“Well, I hope Lorry won’t think that he has to go. Some of the boys in town are talking about it.”
“It’s in the air,” said Shoop.
“And his father will need him now. Could you spare him, if Jim finds he can’t get along alone?”
“I don’t know,” laughed Bud. “I reckon I need somebody to look after them campers up to my old place.”
“Oh, I forgot to tell you; the folks that were here last summer stopped by on their way to Jason. Mrs. Weston and her girl. They said they were going to visit Mr. Bronson.”
“H’m! Then I reckon I got to keep Lorry. Don’t know what three females would do with just Bronson for comp’ny. He’s a-tickin’ at that writin’ machine of his most all day, and sometimes nights. It must be like livin’ in a cave.”
“But Dorothy hasn’t,” said Lorry.
“That’s right! My, but that little gal has built up wonderful since she’s been up there! Did you see my watch?”
“Some style to that!” And Shoop displayed the new watch with pride. “And here’s the name of the lady what give it to me.”
Lorry’s mother examined the watch, and handed it to Lorry, to whom the news of the gift was a surprise.
“But she didn’t give him a watch,” said Shoop, chuckling.
* * * * *
Up in their room that night, Lorry helped Bud out of his coat. Shoop’s arm was stiff and sore.
“And your mother would think it was a mighty queer business, if she knowed this,” said Bud, “or who that number thirty-eight was down there.”

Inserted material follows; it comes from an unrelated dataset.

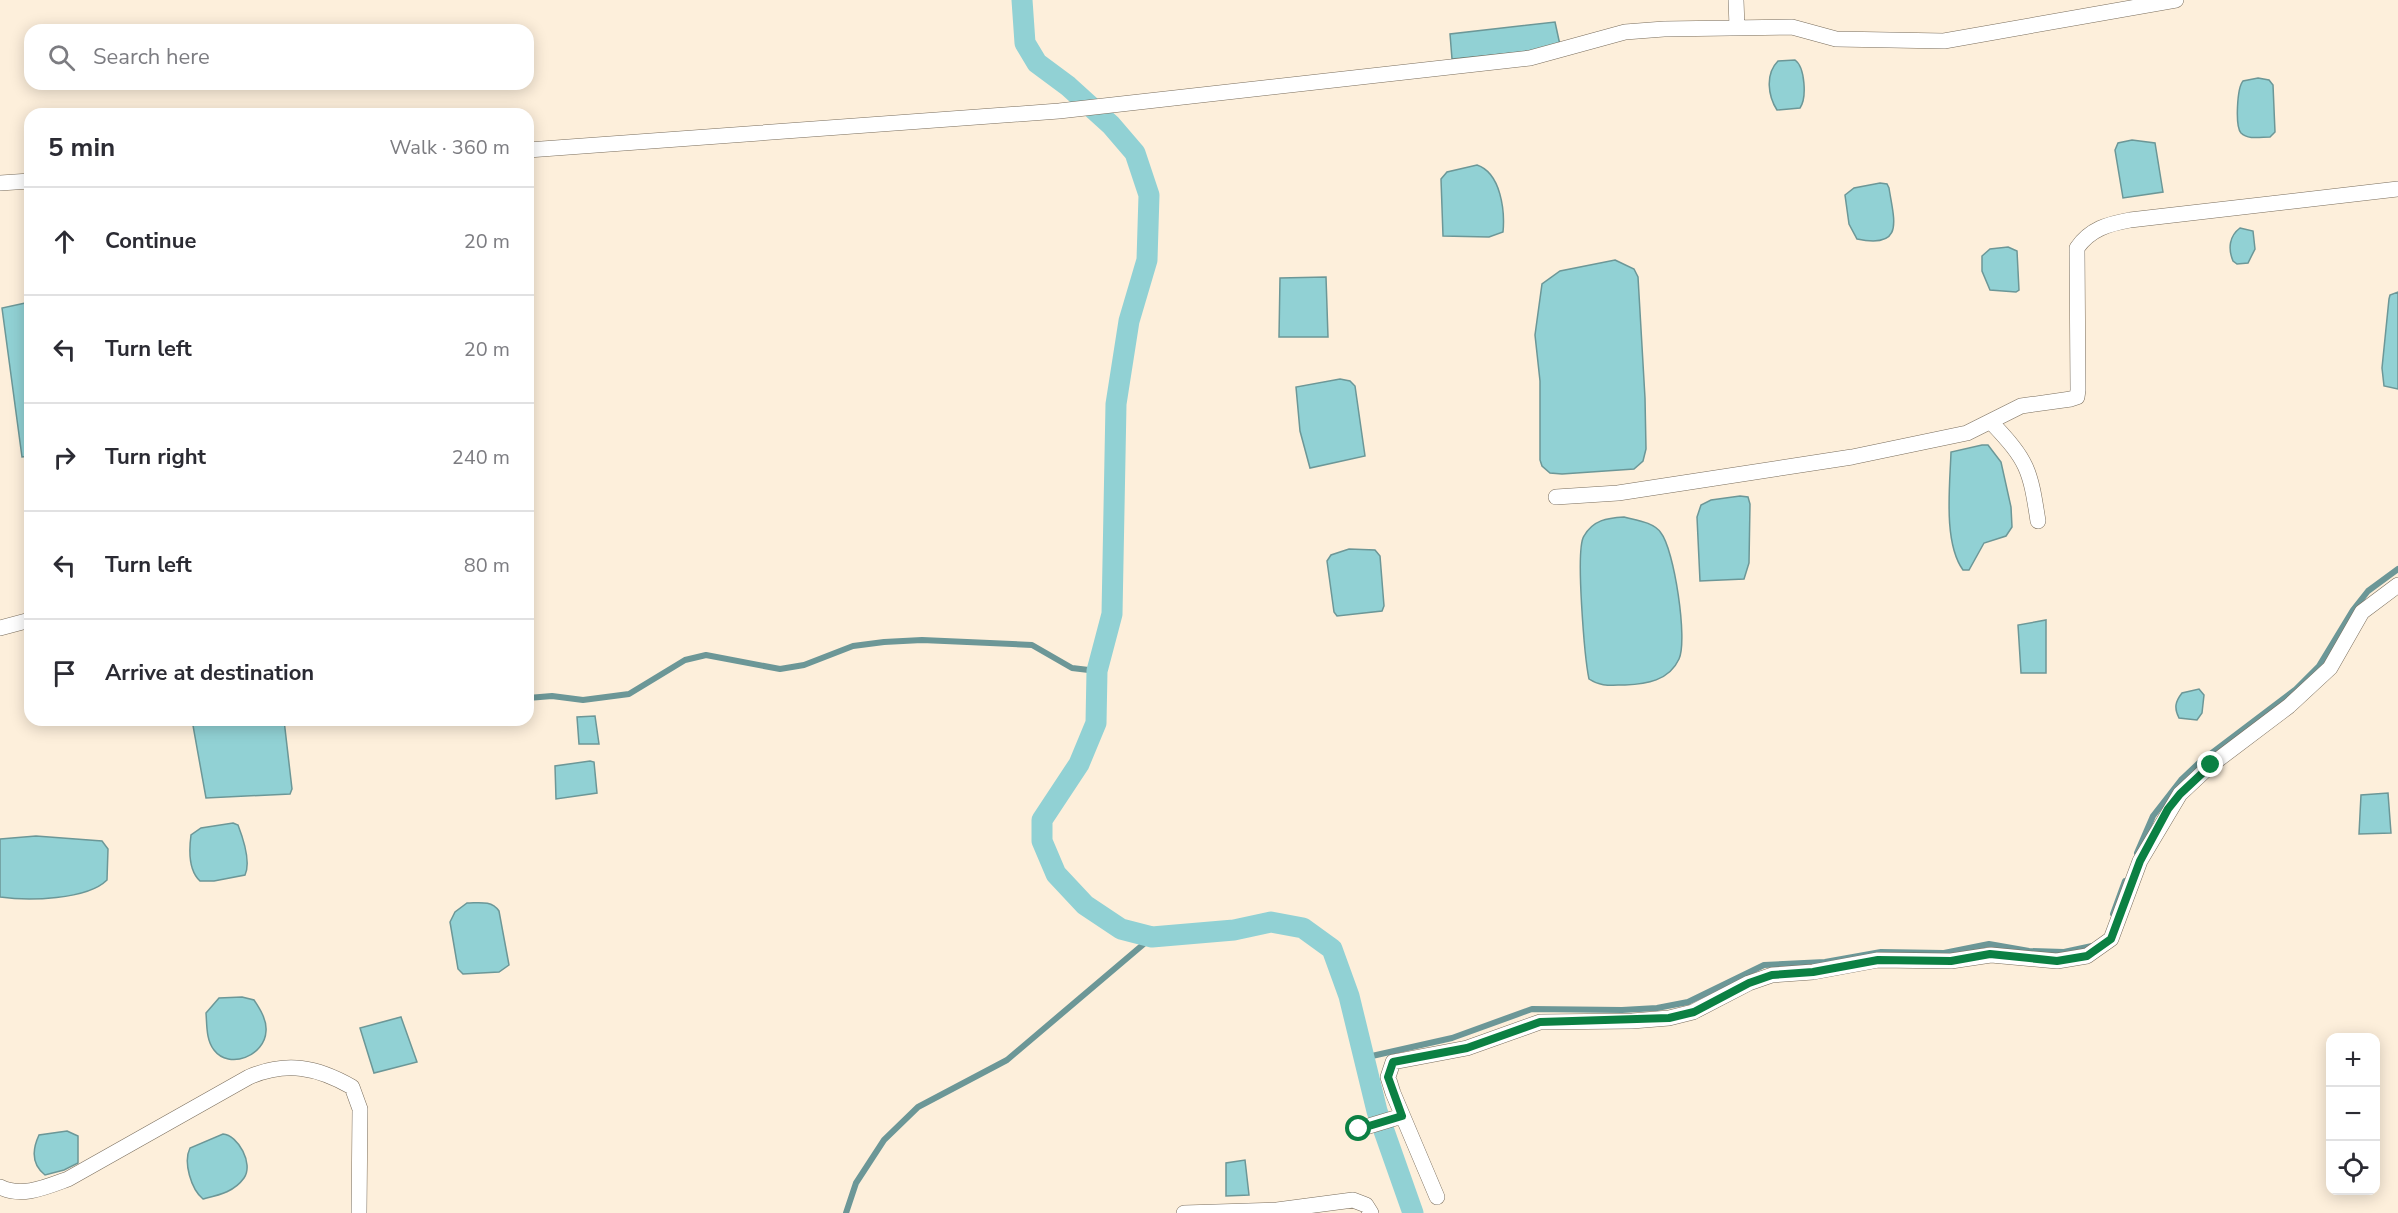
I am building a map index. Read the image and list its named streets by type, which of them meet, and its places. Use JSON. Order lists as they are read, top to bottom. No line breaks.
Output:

“You sure made a good bluff, Bud.”
“Mebby. But I was scared to death. When I was talkin’ about Sterling so free and easy, and your maw mighty near ketched me that time, my arm was itchin’ like hell-fire, and I dassen scratch it. I never knowed a fella’s conscience could get to workin’ around his system like that. Now, if it was my laig, I could ‘a’ scratched it with my other foot under the table. Say, but you sure showed red in your face when your maw said them Weston folks was up to the camp.”
“Oh, I don’t know.”
“Well, I do. Here, hook onto your Uncle Bud’s boot. I’m set: go ahead and pull. You can’t do nothin’ but shake the buildin’. Say, what does Bronson call his gal ‘Peter Pan’ for?”
“Why, it’s a kind of foreign name,” flashed Lorry. “And it sounds all right when you say it right. You said it like the ‘pan’ was settin’ a mile off.”
“Well, you needn’t to get mad.”
In the Hills
Lorry’s return to the mountains was somewhat of a disappointment to his expectations. Dorothy had greeted him quite casually and naturally enough, in that she knew nothing of his recent venture. He was again introduced to Mrs. Weston and her daughter. For the first time Dorothy heard of the automobile accident and Lorry’s share in the subsequent proceedings. She asked Lorry why he had not told her that he knew the Westons. He had no reply save “Oh, I don’t know,” which rather piqued Dorothy. He was usually definite and frank.